There is no denying the radicalism of this message, a frontal and sustained attack on what he calls "unbridled capitalism", with its "throwaway" attitude to everything from unwanted food to unwanted old people. His enemies have certainly not missed it. If a man is to be judged by his opponents, note that this week Sarah Palin denounced him as "kind of liberal" while the free-market Institute of Economic Affairs has lamented that this pope lacks the "sophisticated" approach to such matters of his predecessors. Meanwhile, an Italian prosecutor has warned that Francis's campaign against corruption could put him in the crosshairs of that country's second most powerful institution: the mafia.
As if this weren't enough to have Francis's 76-year-old face on the walls of the world's student bedrooms, he also seems set to lead a church campaign on the environment. He was photographed this week with anti-fracking activists, while his biographer, Paul Vallely, has revealed that the pope has made contact with Leonardo Boff, an eco-theologian previously shunned by Rome and sentenced to "obsequious silence" by the office formerly known as the "Inquisition". An encyclical on care for the planet is said to be on the way.
Many on the left will say that's all very welcome, but meaningless until the pope puts his own house in order. But here, too, the signs are encouraging. Or, more accurately, stunning. Recently, Francis told an interviewer the church had become "obsessed" with abortion, gay marriage and contraception. He no longer wanted the Catholic hierarchy to be preoccupied with "small-minded rules". Talking to reporters on a flight – an occurrence remarkable in itself – he said: "If a person is gay and seeks God and has good will, who am I to judge?" His latest move is to send the world's Catholics a questionnaire, seeking their attitude to those vexed questions of modern life. It's bound to reveal a flock whose practices are, shall we say, at variance with Catholic teaching. In politics, you'd say Francis was preparing the ground for reform.
Witness his reaction to a letter – sent to "His Holiness Francis, Vatican City" – from a single woman, pregnant by a married man who had since abandoned her. To her astonishment, the pope telephoned her directly and told her that if, as she feared, priests refused to baptise her baby, he would perform the ceremony himself. (Telephoning individuals who write to him is a Francis habit.) Now contrast that with the past Catholic approach to such "fallen women", dramatised so powerfully in the current film Philomena. He is replacing brutality with empathy.
Of course, he is not perfect. His record in Argentina during the era of dictatorship and "dirty war" is far from clean. "He started off as a strict authoritarian, reactionary figure," says Vallely. But, aged 50, Francis underwent a spiritual crisis from which, says his biographer, he emerged utterly transformed. He ditched the trappings of high church office, went into the slums and got his hands dirty.
Now inside the Vatican, he faces a different challenge – to face down the conservatives of the curia and lock in his reforms, so that they cannot be undone once he's gone. Given the guile of those courtiers, that's quite a task: he'll need all the support he can get.

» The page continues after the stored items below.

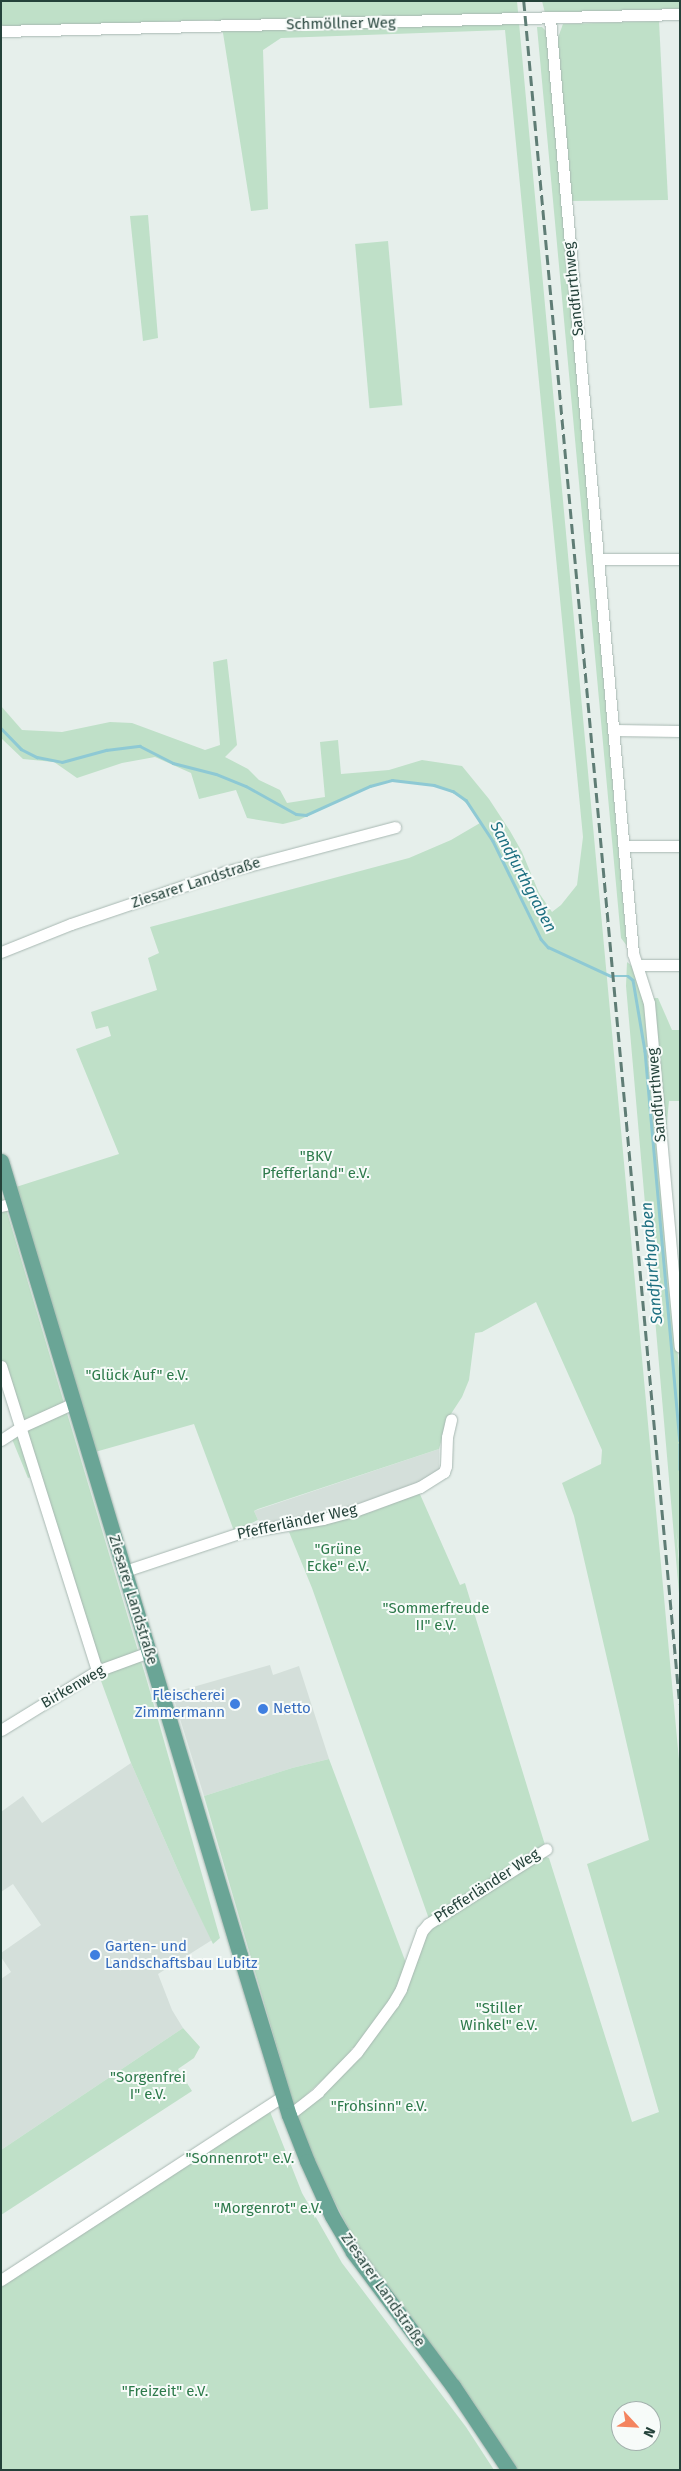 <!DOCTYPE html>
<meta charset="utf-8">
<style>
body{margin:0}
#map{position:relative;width:681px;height:2471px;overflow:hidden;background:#e6efeb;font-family:"Fira Sans",sans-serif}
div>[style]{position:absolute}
.built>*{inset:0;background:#d4dfda}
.green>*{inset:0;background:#bfe0c8;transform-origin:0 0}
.stream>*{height:2.5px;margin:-1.25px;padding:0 1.25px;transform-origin:1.25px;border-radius:1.25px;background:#8ec9d4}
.roads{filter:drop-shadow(0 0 1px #a8b8b2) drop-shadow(0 0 1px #a8b8b2)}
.minor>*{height:11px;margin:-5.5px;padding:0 5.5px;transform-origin:5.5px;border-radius:5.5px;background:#fff}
.major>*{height:15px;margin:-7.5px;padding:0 7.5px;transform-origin:7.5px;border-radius:7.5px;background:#6aa596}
.rail>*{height:2.5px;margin-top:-1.25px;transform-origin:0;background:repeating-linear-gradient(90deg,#5f7d75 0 10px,transparent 0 15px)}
.dots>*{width:14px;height:14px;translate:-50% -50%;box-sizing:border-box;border:2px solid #f7fbf9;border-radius:50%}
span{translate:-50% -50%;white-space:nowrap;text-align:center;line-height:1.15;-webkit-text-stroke:4px #f7fbf9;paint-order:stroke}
.street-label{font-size:15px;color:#24423a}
.park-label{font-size:15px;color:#2d7a4b}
.shop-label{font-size:15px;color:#366cbe}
.right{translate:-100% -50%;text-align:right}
.left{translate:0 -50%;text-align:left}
.water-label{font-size:16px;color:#1c6f80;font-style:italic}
.frame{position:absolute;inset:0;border:2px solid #24423a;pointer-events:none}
.north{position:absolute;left:611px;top:2401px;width:50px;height:50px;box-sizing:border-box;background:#f7fbf9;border:1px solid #a3b1ad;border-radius:50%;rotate:115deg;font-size:14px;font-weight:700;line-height:20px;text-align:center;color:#24423a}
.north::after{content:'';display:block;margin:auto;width:18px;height:22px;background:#f4845f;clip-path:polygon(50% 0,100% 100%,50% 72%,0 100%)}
</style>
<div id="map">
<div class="built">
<i style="clip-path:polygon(439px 1449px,439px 1470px,435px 1476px,336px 1512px,267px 1526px,258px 1520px,254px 1511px)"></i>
<i style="clip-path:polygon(270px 1665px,273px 1675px,299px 1666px,329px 1759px,292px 1768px,204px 1796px,172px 1693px)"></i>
<i style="clip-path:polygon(131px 1763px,183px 1882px,212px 1940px,158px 1974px,172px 2010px,183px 2028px,1px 2150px,1px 1979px,11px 1972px,1px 1957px,1px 1953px,41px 1925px,13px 1884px,1px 1892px,1px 1812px,23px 1796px,42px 1823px)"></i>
</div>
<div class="green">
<i style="clip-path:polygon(evenodd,1px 1px,517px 1px,680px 1771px,680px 2470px,517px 2470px,473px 2402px,382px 2281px,355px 2241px,322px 2177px,297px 2116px,355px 2057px,358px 2060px,361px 2058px,359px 2052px,402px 1996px,405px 1996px,426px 1930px,540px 1855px,549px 1858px,632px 2122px,659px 2112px,587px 1864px,649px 1840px,574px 1516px,562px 1483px,601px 1464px,602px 1450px,536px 1302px,482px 1332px,475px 1333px,469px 1380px,462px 1397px,447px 1420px,439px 1449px,258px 1509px,254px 1511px,258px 1520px,234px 1531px,194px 1424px,95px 1452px,16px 1187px,119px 1154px,76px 1049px,111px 1036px,108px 1026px,96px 1029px,91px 1012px,157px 990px,148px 958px,159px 953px,150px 927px,409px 858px,451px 840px,480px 823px,473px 810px,459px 796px,435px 785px,390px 780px,374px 785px,299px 820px,283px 824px,247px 818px,236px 790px,199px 799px,191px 773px,155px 757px,122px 763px,77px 778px,54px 762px,23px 759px,1px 738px,1px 706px,22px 730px,62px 732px,110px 722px,132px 723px,205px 750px,220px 745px,213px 662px,227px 659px,237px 745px,225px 757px,248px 769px,259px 780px,280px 790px,287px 803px,325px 797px,320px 742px,338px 740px,341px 774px,389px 770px,422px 760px,462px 766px,489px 799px,510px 831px,522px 852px,539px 893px,552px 912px,561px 905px,577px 885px,583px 837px,505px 30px,281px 38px,263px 50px,268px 209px,251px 211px,223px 33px,214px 20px,5px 27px,1px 24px,1px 1px,621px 2411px,651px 2411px,651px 2441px,621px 2441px,621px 2411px)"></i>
<i style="clip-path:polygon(542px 1px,680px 1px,680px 9px,545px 13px)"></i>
<i style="clip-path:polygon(659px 21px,668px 200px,570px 201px,555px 46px,563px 24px)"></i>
<i style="clip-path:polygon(537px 27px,542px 27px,547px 32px,627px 946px,621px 938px)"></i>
<i style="clip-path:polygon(148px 215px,158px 338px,143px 341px,130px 216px)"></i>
<i style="left:388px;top:241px;width:165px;height:33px;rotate:85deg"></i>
<i style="clip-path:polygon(627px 962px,636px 969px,645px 1000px,680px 1379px,680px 1564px,676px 1529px,680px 1573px,680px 1605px,626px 986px)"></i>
<i style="clip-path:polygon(650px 998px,658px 998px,672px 1030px,680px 1030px,680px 1101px,669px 1101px,665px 1143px)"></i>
<i style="clip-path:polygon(1px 1192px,147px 1681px,220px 1938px,213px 1944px,183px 1882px,131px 1763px,100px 1678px,38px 1475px,28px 1478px,12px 1439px,24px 1432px,1px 1360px)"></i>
<i style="clip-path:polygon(419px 1492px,460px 1585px,465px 1583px,545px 1845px,429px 1919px,312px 1588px,289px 1532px,374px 1511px)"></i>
<i style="clip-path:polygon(329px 1759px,406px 1963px,391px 2001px,358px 2047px,352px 2048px,349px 2056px,294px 2106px,204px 1796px,292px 1768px)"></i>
<i style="clip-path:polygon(183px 2028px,200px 2047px,194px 2058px,178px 2069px,192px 2091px,1px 2215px,1px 2150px)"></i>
<i style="clip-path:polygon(269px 2109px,302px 2193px,342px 2263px,466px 2427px,494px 2470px,1px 2470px,1px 2284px)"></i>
</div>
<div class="stream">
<i style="left:1px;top:728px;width:29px;rotate:46deg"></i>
<i style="left:21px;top:749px;width:18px;rotate:27deg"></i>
<i style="left:37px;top:757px;width:25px;rotate:11deg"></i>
<i style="left:62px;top:762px;width:46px;rotate:-15.3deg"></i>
<i style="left:106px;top:750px;width:34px;rotate:-7deg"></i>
<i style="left:140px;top:746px;width:37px;rotate:27deg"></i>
<i style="left:173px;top:763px;width:44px;rotate:14.3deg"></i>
<i style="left:216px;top:774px;width:32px;rotate:22deg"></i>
<i style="left:246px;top:786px;width:57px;rotate:29.2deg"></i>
<i style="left:296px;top:814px;width:10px;rotate:6deg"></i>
<i style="left:306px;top:815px;width:70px;rotate:-24.4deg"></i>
<i style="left:370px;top:786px;width:23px;rotate:-15deg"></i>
<i style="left:392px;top:780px;width:42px;rotate:6.8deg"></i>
<i style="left:434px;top:785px;width:20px;rotate:18deg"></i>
<i style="left:453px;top:791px;width:16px;rotate:35deg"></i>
<i style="left:466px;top:800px;width:49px;rotate:56.6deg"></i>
<i style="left:493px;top:841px;width:109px;rotate:63.9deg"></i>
<i style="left:541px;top:939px;width:11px;rotate:49deg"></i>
<i style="left:548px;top:947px;width:69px;rotate:24.7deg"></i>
<i style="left:611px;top:976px;width:17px"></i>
<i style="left:628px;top:976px;width:6px;rotate:39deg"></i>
<i style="left:633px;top:980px;width:72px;rotate:80.4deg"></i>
<i style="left:645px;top:1051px;width:391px;rotate:84.9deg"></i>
<i style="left:680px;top:1444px;width:25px;rotate:90deg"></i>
</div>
<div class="roads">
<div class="minor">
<i style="left:550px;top:19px;width:938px;rotate:84.92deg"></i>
<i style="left:633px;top:953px;width:52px;rotate:72.3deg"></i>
<i style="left:649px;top:1003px;width:345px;rotate:84.9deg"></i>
<i style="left:1px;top:31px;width:679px;rotate:-1.43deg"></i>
<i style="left:598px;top:559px;width:82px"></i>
<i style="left:614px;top:730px;width:66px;rotate:0.9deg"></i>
<i style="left:625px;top:846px;width:55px"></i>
<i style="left:1px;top:952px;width:75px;rotate:-21.8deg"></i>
<i style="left:71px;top:924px;width:163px;rotate:-18.7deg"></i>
<i style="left:225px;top:872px;width:176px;rotate:-14.8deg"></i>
<i style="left:638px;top:965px;width:42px"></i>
<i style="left:1px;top:1206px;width:13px;rotate:-13deg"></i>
<i style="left:1px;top:1366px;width:320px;rotate:72.5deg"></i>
<i style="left:1px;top:1440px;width:24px;rotate:-33deg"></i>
<i style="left:21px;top:1427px;width:58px;rotate:-24.4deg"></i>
<i style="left:125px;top:1571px;width:120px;rotate:-18.4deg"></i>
<i style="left:239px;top:1533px;width:85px;rotate:-9.5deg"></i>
<i style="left:323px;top:1519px;width:35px;rotate:-15deg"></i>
<i style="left:357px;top:1510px;width:67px;rotate:-20.1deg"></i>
<i style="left:420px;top:1487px;width:28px;rotate:-32deg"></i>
<i style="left:444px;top:1472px;width:6px;rotate:-72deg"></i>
<i style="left:446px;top:1466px;width:29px;rotate:-88deg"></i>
<i style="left:447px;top:1437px;width:18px;rotate:-77deg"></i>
<i style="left:1px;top:1730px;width:113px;rotate:-31.6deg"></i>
<i style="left:97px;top:1671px;width:55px;rotate:-20.1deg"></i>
<i style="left:289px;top:2115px;width:37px;rotate:-38deg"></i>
<i style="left:318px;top:2092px;width:56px;rotate:-45.7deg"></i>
<i style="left:357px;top:2052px;width:61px;rotate:-53.7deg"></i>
<i style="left:393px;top:2003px;width:16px;rotate:-60deg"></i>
<i style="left:401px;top:1989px;width:62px;rotate:-70.1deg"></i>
<i style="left:422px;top:1931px;width:9px;rotate:-49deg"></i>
<i style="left:428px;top:1924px;width:140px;rotate:-32.4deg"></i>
<i style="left:1px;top:2280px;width:337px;rotate:-33.1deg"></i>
</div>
<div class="major">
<i style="left:1px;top:1161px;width:829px;rotate:73.25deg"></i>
<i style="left:240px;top:1955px;width:167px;rotate:73deg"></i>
<i style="left:289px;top:2115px;width:49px;rotate:68.6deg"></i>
<i style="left:307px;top:2161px;width:60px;rotate:65.6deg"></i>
<i style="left:332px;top:2216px;width:42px;rotate:59.7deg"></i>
<i style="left:353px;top:2252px;width:167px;rotate:53.3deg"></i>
<i style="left:453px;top:2386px;width:101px;rotate:56.3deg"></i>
</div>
</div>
<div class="rail">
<i style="left:524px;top:1px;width:1710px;rotate:84.77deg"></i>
</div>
<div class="dots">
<i style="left:235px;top:1704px;background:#3f7fe0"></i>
<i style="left:263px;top:1709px;background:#3f7fe0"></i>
<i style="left:95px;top:1955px;background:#3f7fe0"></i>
</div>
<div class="street-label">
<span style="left:341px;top:24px;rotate:-1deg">Schmöllner Weg</span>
<span style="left:574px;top:289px;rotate:-96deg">Sandfurthweg</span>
<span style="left:196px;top:883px;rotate:-18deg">Ziesarer Landstraße</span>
<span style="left:657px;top:1095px;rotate:-95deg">Sandfurthweg</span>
<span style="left:297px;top:1522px;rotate:-12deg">Pfefferländer Weg</span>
<span style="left:133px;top:1600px;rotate:73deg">Ziesarer Landstraße</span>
<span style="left:73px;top:1687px;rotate:-30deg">Birkenweg</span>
<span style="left:487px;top:1886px;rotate:-33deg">Pfefferländer Weg</span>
<span style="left:383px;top:2290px;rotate:55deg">Ziesarer Landstraße</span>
</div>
<div class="park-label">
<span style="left:316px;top:1165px">"BKV<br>Pfefferland" e.V.</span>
<span style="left:137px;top:1376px">"Glück Auf" e.V.</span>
<span style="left:338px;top:1558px">"Grüne<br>Ecke" e.V.</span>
<span style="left:436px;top:1617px">"Sommerfreude<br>II" e.V.</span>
<span style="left:499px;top:2017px">"Stiller<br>Winkel" e.V.</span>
<span style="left:148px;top:2086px">"Sorgenfrei<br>I" e.V.</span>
<span style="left:379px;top:2107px">"Frohsinn" e.V.</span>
<span style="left:240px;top:2159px">"Sonnenrot" e.V.</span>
<span style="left:268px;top:2209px">"Morgenrot" e.V.</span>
<span style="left:165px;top:2392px">"Freizeit" e.V.</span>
</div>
<div class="shop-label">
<span class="right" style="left:225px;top:1704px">Fleischerei<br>Zimmermann</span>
<span class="left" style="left:273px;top:1709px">Netto</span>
<span class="left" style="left:105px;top:1955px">Garten- und<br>Landschaftsbau Lubitz</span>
</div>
<div class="water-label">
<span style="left:523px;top:877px;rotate:62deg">Sandfurthgraben</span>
<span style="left:652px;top:1263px;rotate:-95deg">Sandfurthgraben</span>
</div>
<div class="frame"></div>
<div class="north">N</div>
</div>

Some will say the world's leftists and liberals shouldn't hanker for a pin-up, that the urge is infantile and bound to end in disappointment. But the need is human and hardly confined to the left: think of the Reagan and Thatcher posters that still adorn the metaphorical walls of conservatives, three decades on. The pope may have no army, no battalions or divisions, but he has a pulpit – and right now he is using it to be the world's loudest and clearest voice against the status quo. You don't have to be a believer to believe in that.